WHAT THE EXERCISE ASKS.
Sift the listing for lines that hold the string "shadow" and pull them out.

DATA PROVIDED.
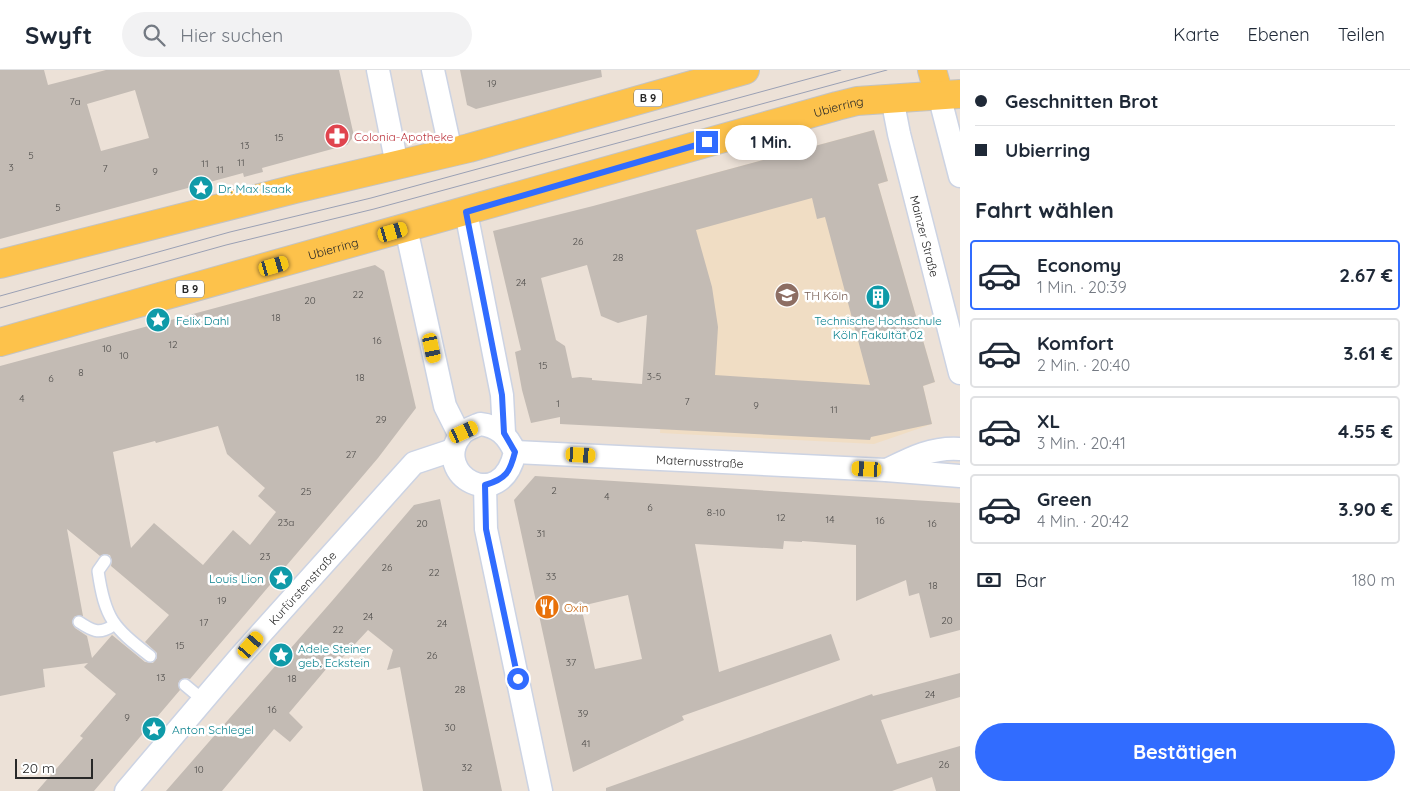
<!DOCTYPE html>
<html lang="de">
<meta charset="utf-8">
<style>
body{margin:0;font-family:Quicksand,sans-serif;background:#f2f2f3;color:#1f2937;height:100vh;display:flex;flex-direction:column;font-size:19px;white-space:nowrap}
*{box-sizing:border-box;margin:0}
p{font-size:16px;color:#747a83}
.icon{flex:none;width:28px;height:28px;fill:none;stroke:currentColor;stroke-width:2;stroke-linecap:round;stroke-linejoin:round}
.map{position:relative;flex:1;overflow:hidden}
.details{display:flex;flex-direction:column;background:#fff;width:450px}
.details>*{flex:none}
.top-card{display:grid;align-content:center;height:110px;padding:0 15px;background:#fff}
.scale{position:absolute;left:15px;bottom:12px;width:78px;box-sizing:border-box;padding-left:5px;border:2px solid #282828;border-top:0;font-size:14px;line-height:18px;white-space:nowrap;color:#282828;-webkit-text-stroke:4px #fff;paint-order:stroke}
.end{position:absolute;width:22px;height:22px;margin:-11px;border:6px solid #316cff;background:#fff;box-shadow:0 0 0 2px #fff}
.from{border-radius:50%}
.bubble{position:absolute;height:35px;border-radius:18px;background:#fff;box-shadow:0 2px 8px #0003;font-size:16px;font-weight:800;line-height:35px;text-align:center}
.car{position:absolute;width:15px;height:30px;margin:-15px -8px;border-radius:6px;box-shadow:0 0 4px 1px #0007;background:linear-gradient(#f5c518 24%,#345 0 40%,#f5c518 0 76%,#345 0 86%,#f5c518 0)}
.top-card b{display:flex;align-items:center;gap:18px;height:48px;font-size:19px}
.top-card b+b{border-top:1px solid #e0e1e3}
.top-card i{width:12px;height:12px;background:#1f2937}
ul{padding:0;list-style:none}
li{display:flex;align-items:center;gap:15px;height:70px;margin:0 10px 8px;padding:0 5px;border:2px solid #e0e1e3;border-radius:5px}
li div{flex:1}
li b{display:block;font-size:19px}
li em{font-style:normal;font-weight:800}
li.current{border-color:#316cff}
li>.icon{width:45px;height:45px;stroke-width:1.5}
h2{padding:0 15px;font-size:22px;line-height:60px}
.pay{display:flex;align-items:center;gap:12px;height:55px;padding:0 15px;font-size:19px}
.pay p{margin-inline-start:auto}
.button{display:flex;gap:10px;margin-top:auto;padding:10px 15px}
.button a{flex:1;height:58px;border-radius:30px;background:#316cff;color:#fff;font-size:20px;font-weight:800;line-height:58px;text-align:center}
header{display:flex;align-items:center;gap:30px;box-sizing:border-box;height:70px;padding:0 25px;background:#fff;border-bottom:1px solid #e0e1e3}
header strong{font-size:24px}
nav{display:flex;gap:28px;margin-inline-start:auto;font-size:18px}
.search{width:350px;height:45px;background:#f2f2f3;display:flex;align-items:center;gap:12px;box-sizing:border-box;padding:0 18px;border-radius:28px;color:#747a83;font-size:19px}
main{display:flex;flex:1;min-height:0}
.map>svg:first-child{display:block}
.education{fill:#f0ddc4}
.building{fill:#c3bbb4;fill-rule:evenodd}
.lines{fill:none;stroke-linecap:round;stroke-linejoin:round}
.service-casing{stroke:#ccd3e3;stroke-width:14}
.minor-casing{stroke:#ccd3e3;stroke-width:25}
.primary-casing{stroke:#c3c3c3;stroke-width:30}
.service{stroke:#fff;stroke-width:11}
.minor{stroke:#fff;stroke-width:22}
.primary{stroke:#fdc24b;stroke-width:28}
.tram{stroke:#9aa0b4;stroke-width:1}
.route{stroke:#316cff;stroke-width:6}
.labels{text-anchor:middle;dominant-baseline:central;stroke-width:5;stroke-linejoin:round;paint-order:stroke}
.number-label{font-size:10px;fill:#4f4d4b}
.shield{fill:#fff;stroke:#686868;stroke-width:1}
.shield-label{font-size:11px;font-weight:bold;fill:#282828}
.street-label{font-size:12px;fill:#282828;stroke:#fff}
.health-label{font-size:12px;fill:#be3a42;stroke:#fff;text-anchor:start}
.culture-label{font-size:12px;fill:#0d838f;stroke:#fff;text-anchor:start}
.education-label{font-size:12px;fill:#785e54;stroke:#fff;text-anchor:start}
.food-label{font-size:12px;fill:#c56008;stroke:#fff;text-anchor:start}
</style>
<header>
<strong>Swyft</strong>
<div class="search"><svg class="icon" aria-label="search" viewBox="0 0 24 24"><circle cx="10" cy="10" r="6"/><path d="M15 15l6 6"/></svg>Hier suchen</div>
<nav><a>Karte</a><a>Ebenen</a><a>Teilen</a></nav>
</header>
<main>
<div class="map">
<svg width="960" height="721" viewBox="0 0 960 721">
<rect width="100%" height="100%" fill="#ece1d7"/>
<!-- education -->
<path class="education" d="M874,60L888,111L878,114L935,312L923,316L932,354L874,374L660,363L665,301L638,124Z"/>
<!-- building -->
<path class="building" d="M0,0H44L48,15L106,0H339L354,66L347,75L262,98L263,102L244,107L243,103L0,169ZM135,20L149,68L101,81L87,34Z
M460,0H601L602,7L476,39L467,35Z
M874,60L888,111L878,114L935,312L923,316L932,354L871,367L870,370L560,354V347L531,353L522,320L515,282L521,280L493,161L593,136ZM812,128L817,149L825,147L870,315L715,305L718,257L712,217L696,160ZM587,195L601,246L618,253L647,245L642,314L592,310V308L580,307L572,308L565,276L556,270L541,208Z
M375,195L384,201L416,338L378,388L190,609L186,608L180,610L178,614L180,620L94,721H37L83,668L80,666L116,624L84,597L88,593L43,599L45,617L0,626V296ZM218,356L227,384L265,418L258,426L276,442L250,475L233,460L203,495L154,453L131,478L113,382L155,371L156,373ZM67,459L100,486L105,484L110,485L112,491L111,496L169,545L145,572L157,583V588L153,593L145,592L112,565L92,588L87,566L75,558L72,552L75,546H83Z
M535,406L960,433V560L930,568L919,523L909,526L906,510L856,531V475L802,471V472L784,471L783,479L695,474L719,602L831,564L840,590L682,646L684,650L573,702L514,430ZM628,525L642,589L595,599L581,536Z
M440,429L502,721H423L400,597L387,600L393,580L368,560L342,588L338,585L289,643L303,657L290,672L274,659L222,721H166L332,531L414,435Z
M960,603V627L881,650L897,694L960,676V721H936L932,707L892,721H606V718L872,624L873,626Z"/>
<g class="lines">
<defs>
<path id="service" d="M105,491L98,501C105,549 113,557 150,586
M79,552C91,560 99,565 112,556
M185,615L203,630"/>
<g id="minor">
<path d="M378,0L397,95"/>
<path d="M433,0L451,82"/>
<path d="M939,25L960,106"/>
<path id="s1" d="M892,28L899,64L960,303"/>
<path d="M466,142L502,325L504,363"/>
<path d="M406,158L445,336L460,366"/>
<path d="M480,354C498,356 507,365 515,382C501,446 432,404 460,366C464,360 473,357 480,354Z"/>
<path id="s2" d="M515,382L886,400L960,406"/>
<path d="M887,400C911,388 932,377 960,379"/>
<path d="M485,415L486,459L541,721"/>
<path id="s3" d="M126,721L239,588L414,393L453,380"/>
</g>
<g id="primary">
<path d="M932,0L939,25"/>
<path d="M0,194L295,119L469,78L745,0"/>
<path id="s4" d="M0,272L837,36L857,31L960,24"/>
</g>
</defs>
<!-- service casing -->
<use href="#service" class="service-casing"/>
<!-- minor casing -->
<use href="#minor" class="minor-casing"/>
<!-- primary casing -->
<use href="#primary" class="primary-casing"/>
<!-- service -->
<use href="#service" class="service"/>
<!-- minor -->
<use href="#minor" class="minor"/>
<!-- primary -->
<use href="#primary" class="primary"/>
<!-- tram -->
<path class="tram" d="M0,226L230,162L371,128L841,0
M0,238L226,175L374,139L887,0"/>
</g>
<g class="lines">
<!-- route -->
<path class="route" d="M518,609L486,459L485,415C506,409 510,402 515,382L504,363L502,325L466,142L707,72"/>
</g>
<!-- icons -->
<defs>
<symbol id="pharmacy-disc" viewBox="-11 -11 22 22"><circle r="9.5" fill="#e0444e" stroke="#fff"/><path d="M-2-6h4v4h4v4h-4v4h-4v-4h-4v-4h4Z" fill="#fff"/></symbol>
<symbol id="sight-disc" viewBox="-11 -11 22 22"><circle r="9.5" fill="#0f9aa8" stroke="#fff"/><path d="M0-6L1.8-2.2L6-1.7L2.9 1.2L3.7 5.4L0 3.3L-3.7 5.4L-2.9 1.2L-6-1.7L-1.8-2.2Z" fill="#fff"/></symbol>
<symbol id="university-disc" viewBox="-11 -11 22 22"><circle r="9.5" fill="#8d6e63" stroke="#fff"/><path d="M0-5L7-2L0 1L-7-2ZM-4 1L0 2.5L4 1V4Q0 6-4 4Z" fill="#fff"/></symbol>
<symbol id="building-disc" viewBox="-11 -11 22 22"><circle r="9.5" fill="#0f9aa8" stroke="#fff"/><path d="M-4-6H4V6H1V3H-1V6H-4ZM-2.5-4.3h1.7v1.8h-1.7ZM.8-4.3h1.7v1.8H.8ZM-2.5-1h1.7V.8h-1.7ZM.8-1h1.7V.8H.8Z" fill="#fff"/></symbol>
<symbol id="restaurant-disc" viewBox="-11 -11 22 22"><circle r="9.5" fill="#e8710a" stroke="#fff"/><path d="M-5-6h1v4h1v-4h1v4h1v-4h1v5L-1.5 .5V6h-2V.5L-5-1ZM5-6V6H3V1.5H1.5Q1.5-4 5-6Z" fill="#fff"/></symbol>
</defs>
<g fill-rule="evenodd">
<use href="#pharmacy-disc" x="323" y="52" width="28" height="28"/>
<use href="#sight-disc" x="187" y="104" width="28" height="28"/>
<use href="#university-disc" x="773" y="211" width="28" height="28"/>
<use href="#building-disc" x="864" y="213" width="28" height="28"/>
<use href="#sight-disc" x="144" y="236" width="28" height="28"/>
<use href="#sight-disc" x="267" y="494" width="28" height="28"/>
<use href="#restaurant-disc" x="533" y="523" width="28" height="28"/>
<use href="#sight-disc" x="267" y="571" width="28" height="28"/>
<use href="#sight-disc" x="140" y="645" width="28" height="28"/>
</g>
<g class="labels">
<!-- number labels -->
<g class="number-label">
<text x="492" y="13">19</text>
<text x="75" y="31">7a</text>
<text x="279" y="67">15</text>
<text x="245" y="75">13</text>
<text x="31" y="85">5</text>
<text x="241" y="92">11</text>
<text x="205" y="93">11</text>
<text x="11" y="97">3</text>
<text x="105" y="98">7</text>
<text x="220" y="99">11</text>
<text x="155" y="101">9</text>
<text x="58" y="137">5</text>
<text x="578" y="171">26</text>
<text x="618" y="187">28</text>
<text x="521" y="212">24</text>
<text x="358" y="224">22</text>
<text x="310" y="230">20</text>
<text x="276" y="247">18</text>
<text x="377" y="270">16</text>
<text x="173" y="274">12</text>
<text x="107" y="278">10</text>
<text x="124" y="285">10</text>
<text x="543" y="295">15</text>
<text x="81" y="302">8</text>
<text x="654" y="306">3-5</text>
<text x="360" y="307">18</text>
<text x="51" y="308">6</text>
<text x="22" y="328">4</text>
<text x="687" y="331">7</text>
<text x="558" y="333">1</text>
<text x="756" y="335">9</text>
<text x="834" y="339">11</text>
<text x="381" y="349">29</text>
<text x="351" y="384">27</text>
<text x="554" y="420">2</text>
<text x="306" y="421">25</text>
<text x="607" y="426">4</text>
<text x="650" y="437">6</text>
<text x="716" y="442">8-10</text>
<text x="781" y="447">12</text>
<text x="830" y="449">14</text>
<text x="880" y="450">16</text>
<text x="286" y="452">23a</text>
<text x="422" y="453">20</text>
<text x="932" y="453">16</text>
<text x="541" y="463">31</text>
<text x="265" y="486">23</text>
<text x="387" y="497">26</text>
<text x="434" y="502">22</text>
<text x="551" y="506">33</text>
<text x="933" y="515">18</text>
<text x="222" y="530">19</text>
<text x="368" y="546">24</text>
<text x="947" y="550">20</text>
<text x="204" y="552">17</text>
<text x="442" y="553">24</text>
<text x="338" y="559">22</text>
<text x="180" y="575">15</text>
<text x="432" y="585">26</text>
<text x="571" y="592">37</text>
<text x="161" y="607">13</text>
<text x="292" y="608">18</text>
<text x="460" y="619">28</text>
<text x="930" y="624">24</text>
<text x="272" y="639">16</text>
<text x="583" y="643">39</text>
<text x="127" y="647">9</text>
<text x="450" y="657">30</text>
<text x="586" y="673">41</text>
<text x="944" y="694">26</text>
<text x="467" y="697">32</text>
<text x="199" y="699">10</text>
</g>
<!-- shield labels -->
<g class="shield">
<rect x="634" y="19.5" width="28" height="17" rx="4"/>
<rect x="176" y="210.5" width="28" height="17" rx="4"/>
</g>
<g class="shield-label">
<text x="648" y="28">B 9</text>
<text x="190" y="219">B 9</text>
</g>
<!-- street labels -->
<g class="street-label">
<text stroke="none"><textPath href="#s4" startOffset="871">Ubierring</textPath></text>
<text stroke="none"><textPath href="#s1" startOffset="142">Mainzer Straße</textPath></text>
<text stroke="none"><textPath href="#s4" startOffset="346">Ubierring</textPath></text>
<text stroke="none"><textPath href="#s2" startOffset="185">Maternusstraße</textPath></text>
<text stroke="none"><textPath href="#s3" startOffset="269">Kurfürstenstraße</textPath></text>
</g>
<!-- health labels -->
<g class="health-label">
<text x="354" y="66">Colonia-Apotheke</text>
</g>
<!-- culture labels -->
<g class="culture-label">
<text x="218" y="118">Dr. Max Isaak</text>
<text x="176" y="250">Felix Dahl</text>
<text x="878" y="250" text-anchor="middle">Technische Hochschule<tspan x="878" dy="14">Köln Fakultät 02</tspan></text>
<text x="264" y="508" text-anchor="end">Louis Lion</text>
<text x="298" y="578">Adele Steiner<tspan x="298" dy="14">geb. Eckstein</tspan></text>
<text x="172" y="659">Anton Schlegel</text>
</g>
<!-- education labels -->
<g class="education-label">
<text x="804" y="225">TH Köln</text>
</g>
<!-- food labels -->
<g class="food-label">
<text x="564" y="537">Oxin</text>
</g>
</g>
</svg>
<div class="scale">20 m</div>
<i class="end from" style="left:518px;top:609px"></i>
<i class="end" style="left:707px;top:72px"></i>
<div class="bubble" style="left:725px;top:55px;width:92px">1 Min.</div>
<i class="car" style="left:393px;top:162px;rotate:74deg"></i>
<i class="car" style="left:274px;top:196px;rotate:74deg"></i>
<i class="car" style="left:432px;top:278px;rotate:168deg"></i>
<i class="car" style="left:464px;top:362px;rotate:65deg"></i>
<i class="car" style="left:581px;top:385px;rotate:93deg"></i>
<i class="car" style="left:867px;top:399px;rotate:273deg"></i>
<i class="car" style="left:251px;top:575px;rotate:41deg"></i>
</div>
<section class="details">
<div class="top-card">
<b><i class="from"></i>Geschnitten Brot</b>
<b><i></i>Ubierring</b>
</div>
<h2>Fahrt wählen</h2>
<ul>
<li class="current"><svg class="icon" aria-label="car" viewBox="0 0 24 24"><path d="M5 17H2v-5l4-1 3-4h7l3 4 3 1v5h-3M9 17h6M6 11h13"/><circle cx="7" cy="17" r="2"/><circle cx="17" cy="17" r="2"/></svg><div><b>Economy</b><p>1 Min. · 20:39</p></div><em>2.67 €</em></li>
<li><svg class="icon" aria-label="car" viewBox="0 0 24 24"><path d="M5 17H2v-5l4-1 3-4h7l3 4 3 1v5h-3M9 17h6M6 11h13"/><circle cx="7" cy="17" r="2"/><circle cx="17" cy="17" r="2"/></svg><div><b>Komfort</b><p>2 Min. · 20:40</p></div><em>3.61 €</em></li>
<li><svg class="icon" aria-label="car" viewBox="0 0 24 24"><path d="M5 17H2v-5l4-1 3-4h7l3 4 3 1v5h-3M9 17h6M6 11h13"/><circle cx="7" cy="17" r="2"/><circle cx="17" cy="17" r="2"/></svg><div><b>XL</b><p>3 Min. · 20:41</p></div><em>4.55 €</em></li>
<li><svg class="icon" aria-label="car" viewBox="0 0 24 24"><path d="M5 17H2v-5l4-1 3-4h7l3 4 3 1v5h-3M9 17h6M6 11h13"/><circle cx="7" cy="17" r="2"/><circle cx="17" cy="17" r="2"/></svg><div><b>Green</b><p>4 Min. · 20:42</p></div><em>3.90 €</em></li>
</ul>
<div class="pay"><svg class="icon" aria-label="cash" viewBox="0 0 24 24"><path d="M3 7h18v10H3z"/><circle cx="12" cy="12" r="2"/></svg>Bar<p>180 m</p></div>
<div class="button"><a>Bestätigen</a></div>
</section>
</main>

RESPONSE TO THIS EXERCISE.
.end{position:absolute;width:22px;height:22px;margin:-11px;border:6px solid #316cff;background:#fff;box-shadow:0 0 0 2px #fff}
.bubble{position:absolute;height:35px;border-radius:18px;background:#fff;box-shadow:0 2px 8px #0003;font-size:16px;font-weight:800;line-height:35px;text-align:center}
.car{position:absolute;width:15px;height:30px;margin:-15px -8px;border-radius:6px;box-shadow:0 0 4px 1px #0007;background:linear-gradient(#f5c518 24%,#345 0 40%,#f5c518 0 76%,#345 0 86%,#f5c518 0)}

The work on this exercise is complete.